Situation:
I'm filling a narray of shape (2N, 2N), where N is close to 8000, call it A, with values I get from a function by using nested for loops to call a function that takes as argument subarrays of shape (2,) from the last dimension of an array of shape (N,N,2), call it B.
This is obviously costly, and while I was unsuccessful in vectorizing this part of the code (any help in this direction is also very welcome), I know that B has many repeated subarrays in the last dimension. So, what I want is to find out the unique subarrays and where each occurs. Then the filling up of A would be sped up by iterating over each of these unique subarrays and filling up all of the positions where it occurs with the value returned by function that would have been calculated just once.
What I have done is the following, but it doesn't seem to be either the most straightforward way to proceed, or the most Numpy way to do it.
The code I have been using to fill the matrix is the following:
translat_avg_disloc_matrix = np.zeros([2*n, 2*n])
for i in range(n):
for alpha in range(2):
for j in range(n):
for beta in range(2):
translat_avg_disloc_matrix[2*i+alpha,2*j+beta] = average_lat_pos(alpha, beta, b_matrix[i][j])

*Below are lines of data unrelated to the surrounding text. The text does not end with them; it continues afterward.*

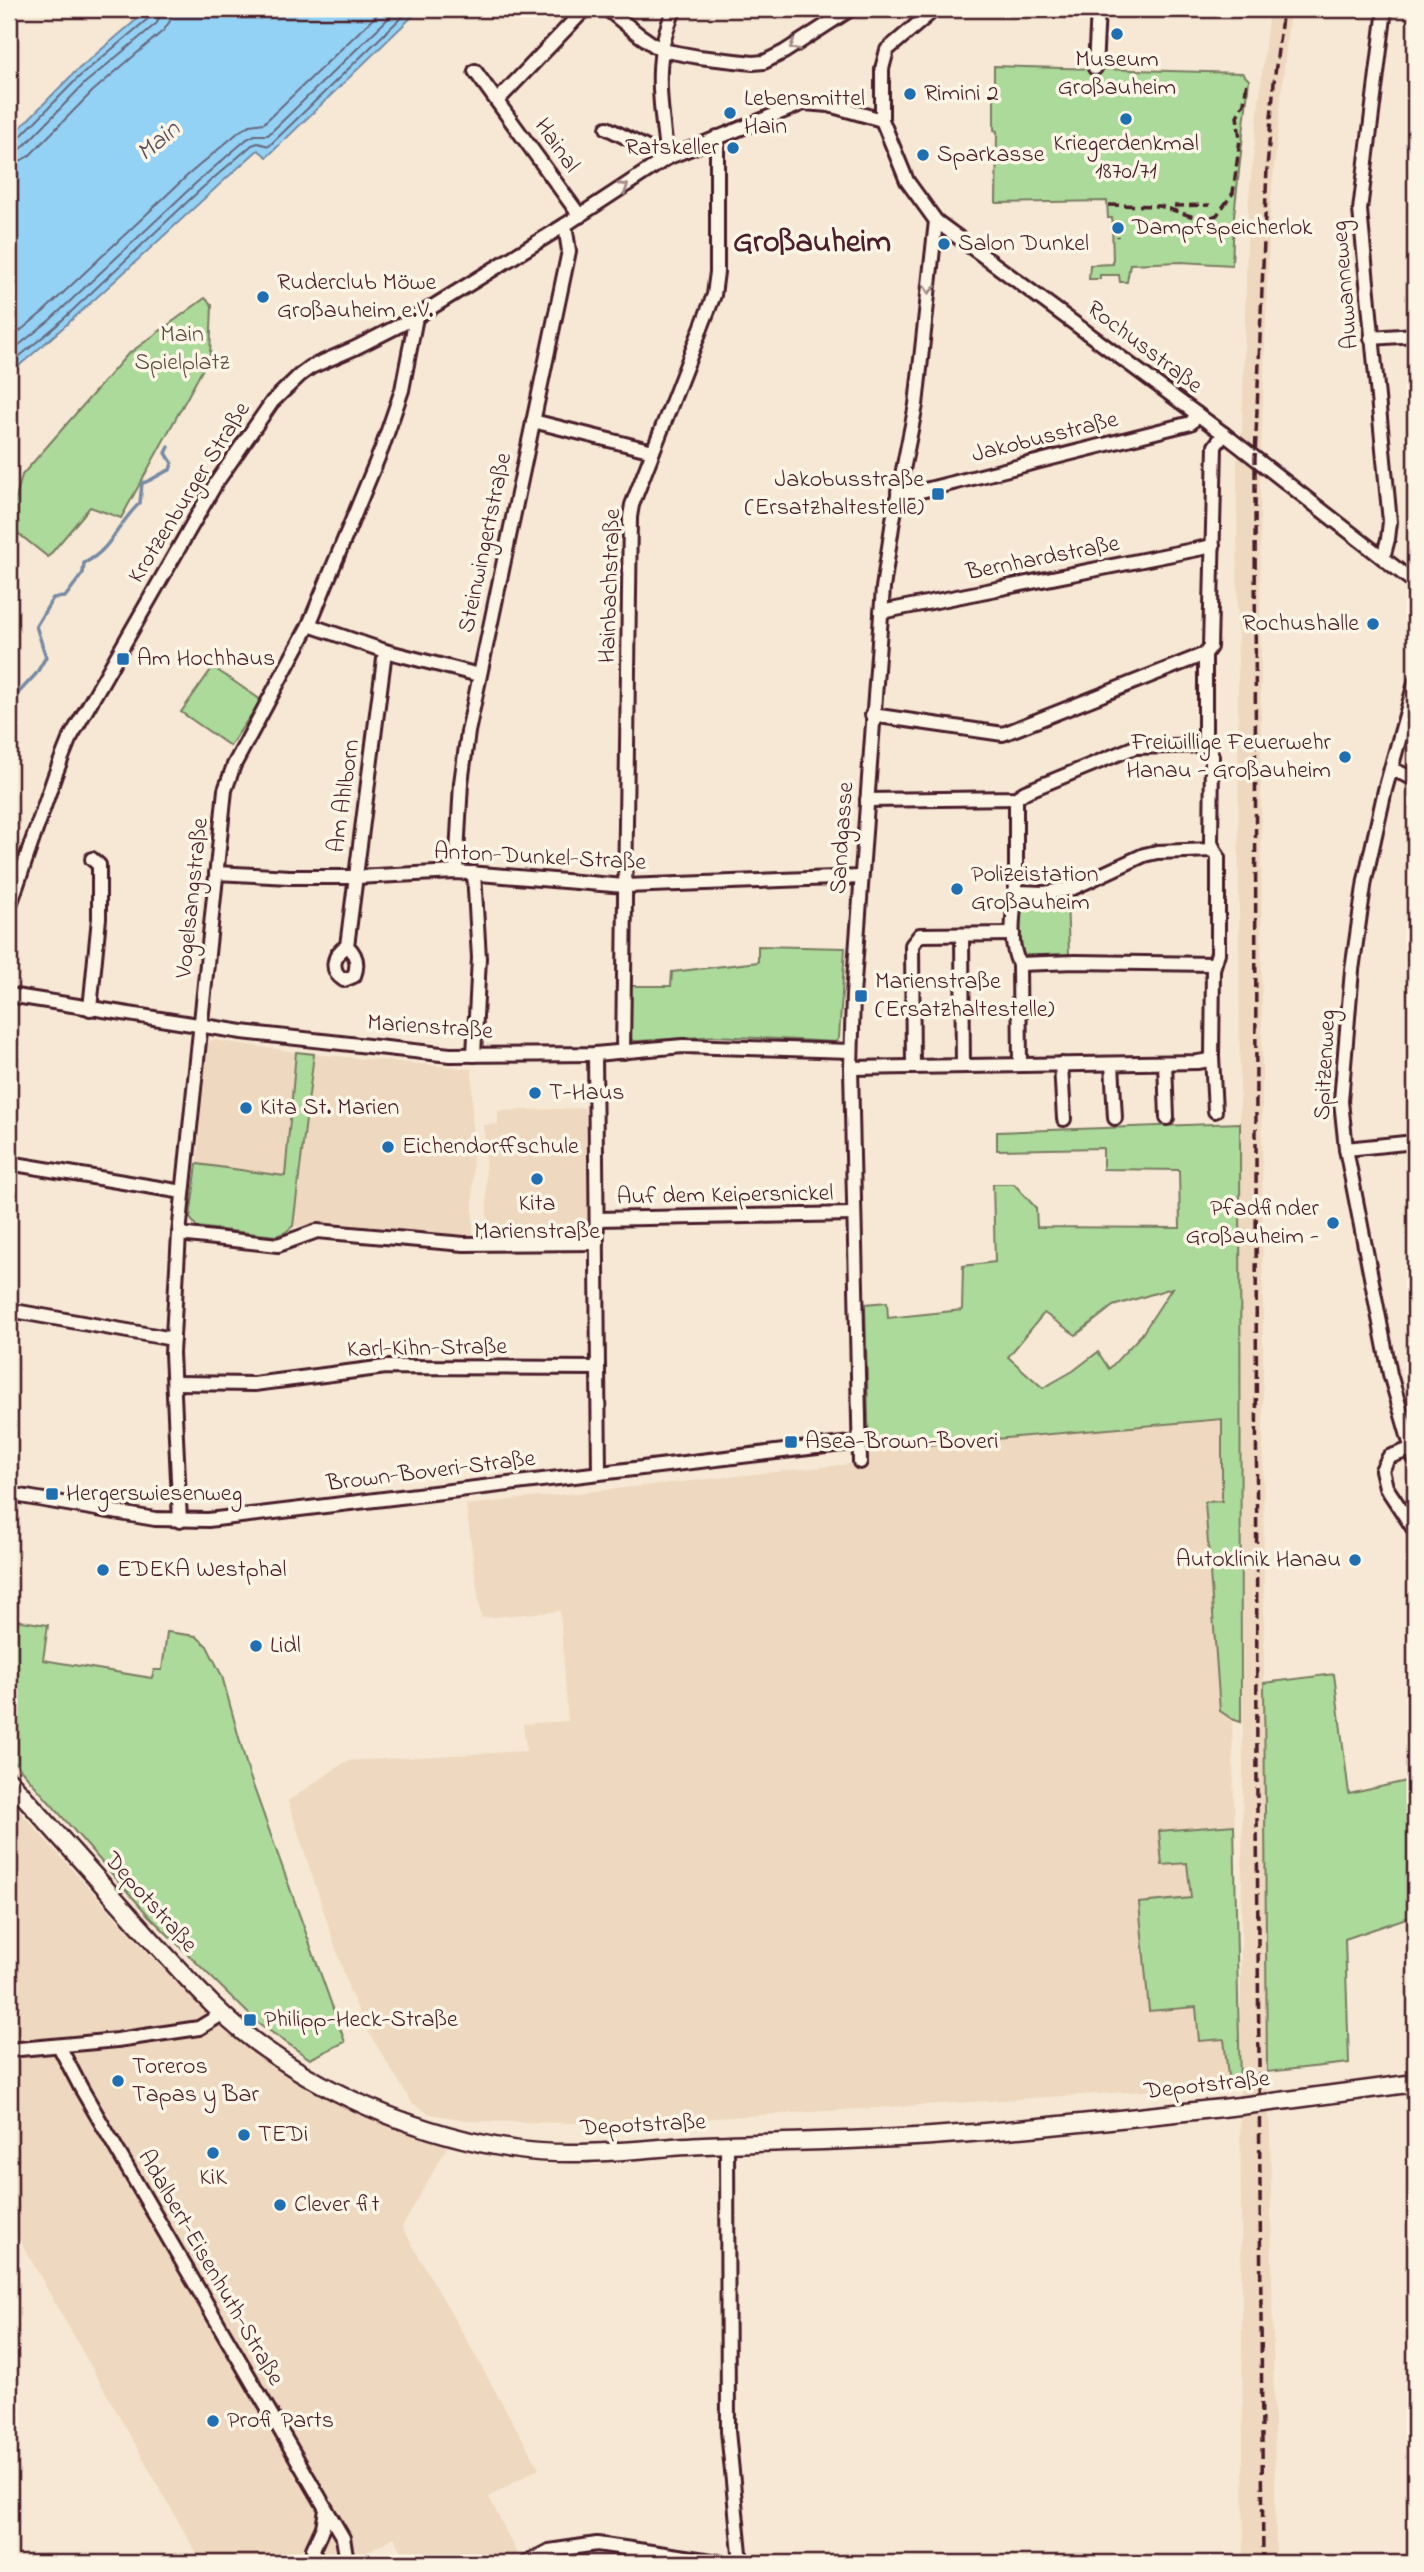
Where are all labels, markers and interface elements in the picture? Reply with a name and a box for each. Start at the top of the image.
marker: Museum Großauheim [1109,26,1125,42]
one-way arrow [789,38,802,51]
place label: Museum Großauheim [1058,43,1176,106]
place label: Rimini 2 [924,77,999,112]
place label: Lebensmittel Hain [744,82,865,145]
marker: Rimini 2 [902,86,918,102]
marker: Lebensmittel Hain [722,105,738,121]
water label: Main [129,111,190,172]
street label: Hainal [524,111,588,181]
marker: Kriegerdenkmal 1870/71 [1118,111,1134,127]
place label: Kriegerdenkmal 1870/71 [1053,127,1199,190]
place label: Ratskeller [625,131,720,166]
place label: Sparkasse [937,138,1045,173]
marker: Ratskeller [725,140,741,156]
marker: Sparkasse [915,147,931,163]
one-way arrow [616,182,629,195]
place label: Dampfspeicherlok [1131,211,1313,246]
street label: Auwanneweg [1323,219,1369,351]
district label: Großauheim [733,220,891,267]
marker: Dampfspeicherlok [1110,220,1126,236]
place label: Salon Dunkel [958,227,1089,262]
marker: Salon Dunkel [936,236,952,252]
place label: Ruderclub Möwe Großauheim e.V. [277,266,436,329]
one-way arrow [922,284,937,295]
marker: Ruderclub Möwe Großauheim e.V. [255,289,271,305]
street label: Rochusstraße [1078,293,1210,404]
park label: Main Spielplatz [134,318,230,381]
street label: Krotzenburger Straße [120,395,260,591]
street label: Jakobusstraße [968,403,1122,473]
street label: Steinwingertstraße [450,449,522,636]
place label: Jakobusstraße (Ersatzhaltestelle) [745,463,924,526]
marker: Jakobusstraße (Ersatzhaltestelle) [930,486,946,502]
street label: Hainbachstraße [591,508,631,664]
street label: Bernhardstraße [962,527,1123,591]
place label: Rochushalle [1242,607,1359,642]
marker: Rochushalle [1365,616,1381,632]
place label: Am Hochhaus [137,642,275,677]
marker: Am Hochhaus [115,651,131,667]
place label: Freiwillige Feuerwehr Hanau - Großauheim [1126,726,1332,789]
street label: Am Ahlborn [320,737,370,855]
marker: Freiwillige Feuerwehr Hanau - Großauheim [1337,749,1353,765]
street label: Sandgasse [822,780,864,895]
street label: Vogelsangstraße [167,816,219,981]
street label: Anton-Dunkel-Straße [433,835,647,881]
place label: Polizeistation Großauheim [971,858,1099,921]
marker: Polizeistation Großauheim [949,881,965,897]
place label: Marienstraße (Ersatzhaltestelle) [875,965,1054,1028]
marker: Marienstraße (Ersatzhaltestelle) [853,988,869,1004]
street label: Marienstraße [366,1006,494,1050]
street label: Spitzenweg [1306,1009,1346,1121]
place label: T-Haus [549,1076,625,1111]
marker: T-Haus [527,1085,543,1101]
place label: Kita St. Marien [260,1091,399,1126]
marker: Kita St. Marien [238,1100,254,1116]
place label: Eichendorffschule [402,1130,579,1165]
marker: Eichendorffschule [380,1139,396,1155]
marker: Kita Marienstraße [529,1171,545,1187]
street label: Auf dem Keipersnickel [616,1177,834,1215]
place label: Kita Marienstraße [474,1187,600,1250]
place label: Pfadfinder Großauheim - [1185,1192,1320,1255]
marker: Pfadfinder Großauheim - [1325,1215,1341,1231]
street label: Karl-Kihn-Straße [346,1330,508,1368]
place label: Asea-Brown-Boveri [805,1425,999,1460]
marker: Asea-Brown-Boveri [783,1434,799,1450]
street label: Brown-Boveri-Straße [324,1442,538,1502]
place label: Hergerswiesenweg [66,1477,242,1512]
marker: Hergerswiesenweg [44,1486,60,1502]
place label: Autoklinik Hanau [1176,1543,1341,1578]
marker: Autoklinik Hanau [1347,1552,1363,1568]
place label: EDEKA Westphal [117,1553,287,1588]
marker: EDEKA Westphal [95,1562,111,1578]
place label: Lidl [270,1629,301,1664]
marker: Lidl [248,1638,264,1654]
street label: Depotstraße [94,1844,205,1962]
place label: Philipp-Heck-Straße [264,2003,458,2038]
marker: Philipp-Heck-Straße [242,2012,258,2028]
place label: Toreros Tapas y Bar [132,2050,259,2114]
street label: Depotstraße [1142,2062,1272,2110]
marker: Toreros Tapas y Bar [110,2073,126,2089]
street label: Depotstraße [578,2105,707,2147]
place label: TEDi [258,2118,308,2153]
marker: TEDi [236,2127,252,2143]
street label: Adalbert-Eisenhuth-Straße [128,2143,292,2393]
marker: KiK [205,2145,221,2161]
place label: KiK [199,2161,227,2196]
place label: Clever fit [294,2188,380,2223]
marker: Clever fit [272,2197,288,2213]
place label: Profi Parts [227,2404,334,2439]
marker: Profi Parts [205,2413,221,2429]

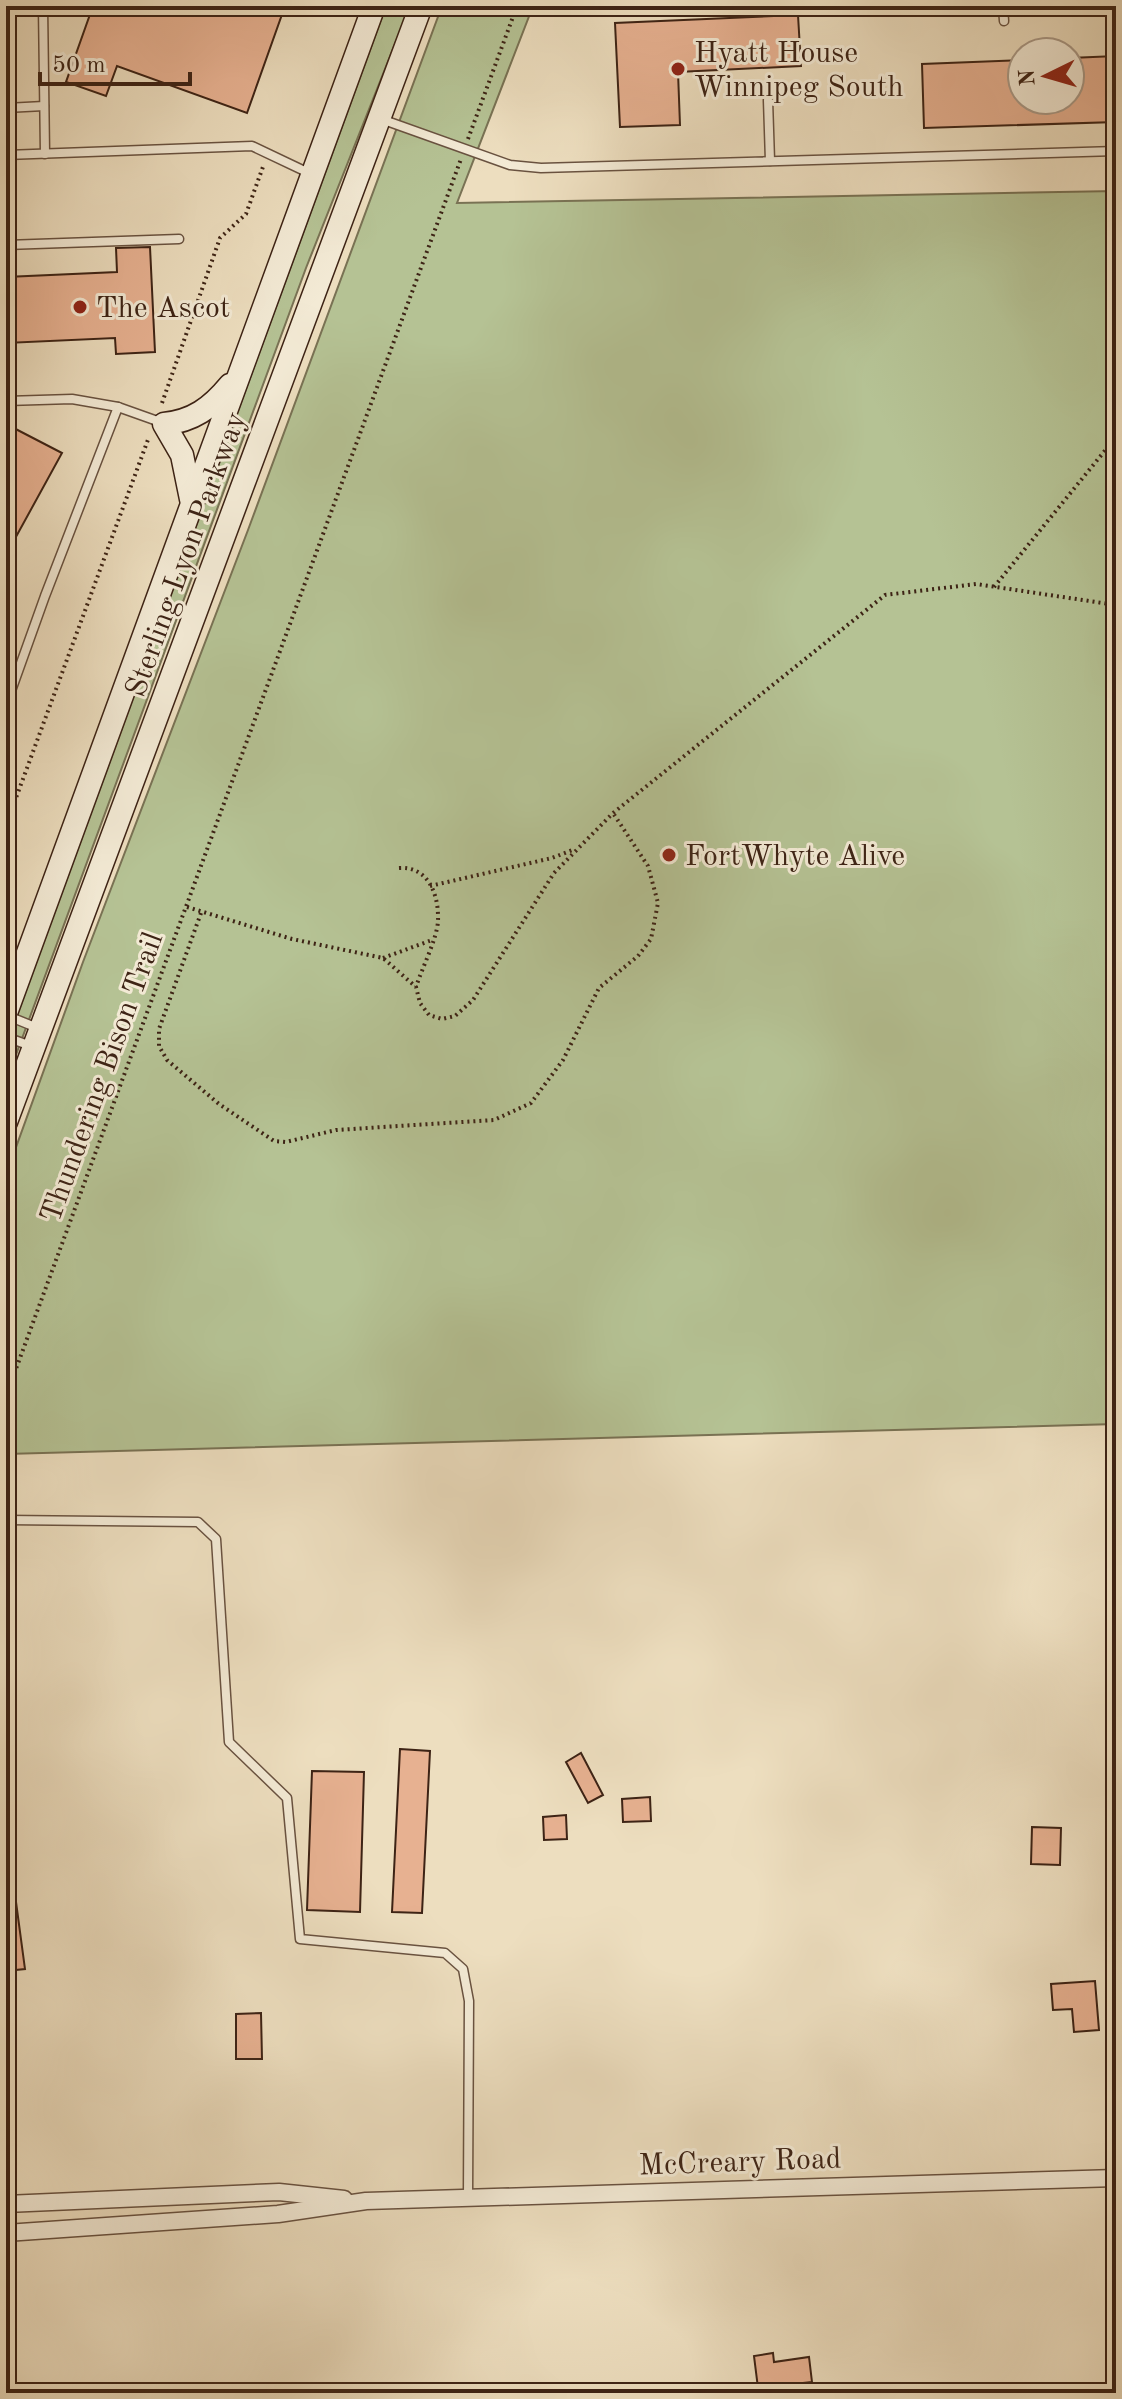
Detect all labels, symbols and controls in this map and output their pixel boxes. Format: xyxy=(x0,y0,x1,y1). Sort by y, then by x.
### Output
scale bar xyxy=(40,36,190,86)
north arrow xyxy=(1006,36,1086,116)
place label: Hyatt House Winnipeg South xyxy=(694,39,904,103)
text: 50 m xyxy=(52,54,106,78)
marker: Hyatt House Winnipeg South xyxy=(669,60,687,78)
text: N xyxy=(1016,68,1040,87)
place label: The Ascot xyxy=(96,294,230,324)
marker: The Ascot xyxy=(71,298,89,316)
street label: Sterling Lyon Parkway xyxy=(121,408,252,701)
place label: FortWhyte Alive xyxy=(685,842,905,872)
marker: FortWhyte Alive xyxy=(660,846,678,864)
street label: Thundering Bison Trail xyxy=(36,928,169,1227)
street label: McCreary Road xyxy=(638,2144,842,2182)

While I can find the unique subarrays by doing something like what is done here: Efficiently count the number of occurrences of unique subarrays in NumPy?), I have had problems finding the indices where each occur.
What I have tried is doing something like:
1) Calculate the norm of the subarrays in the last dimension of B by norm = (B*B).sum(axis=2)
and calculate the norm of the subarrays in the last dimension of B-1
by norm_ = ((B-1)*(B-1)).sum(axis=2)
2) Reshaping these narrays for these two norms with norm.reshape((norm.size,1))
3) Creating tile matrices as tile_norm = np.tile(norm.T, (len(norm),1))
4) Then doing np.unique(np.non_zero(np.abs(tile_norm - norm)+np.abs(tile_norm_-norm_) == 0), axis=0)
, which gives us something like: array([[0, 0, 0, 4], [4, 4, 4, 0]])
where in each row zeros indicate that these indices correspond to the same (2,) vector in the B matrix.
In words, I'm finding (2,) arrays whose norms agree as is, and that also agree when 1 subtracted from them - two equations, two variables.
What I'm looking for is a way to find where each of the unique subarrays occur in B so that using some fancy indexing will allow me to fill the matrix with no repeated calls to the function average_lat_pos
(repeated here means calling for the same (alpha, beta, (2,) array) ordered pair).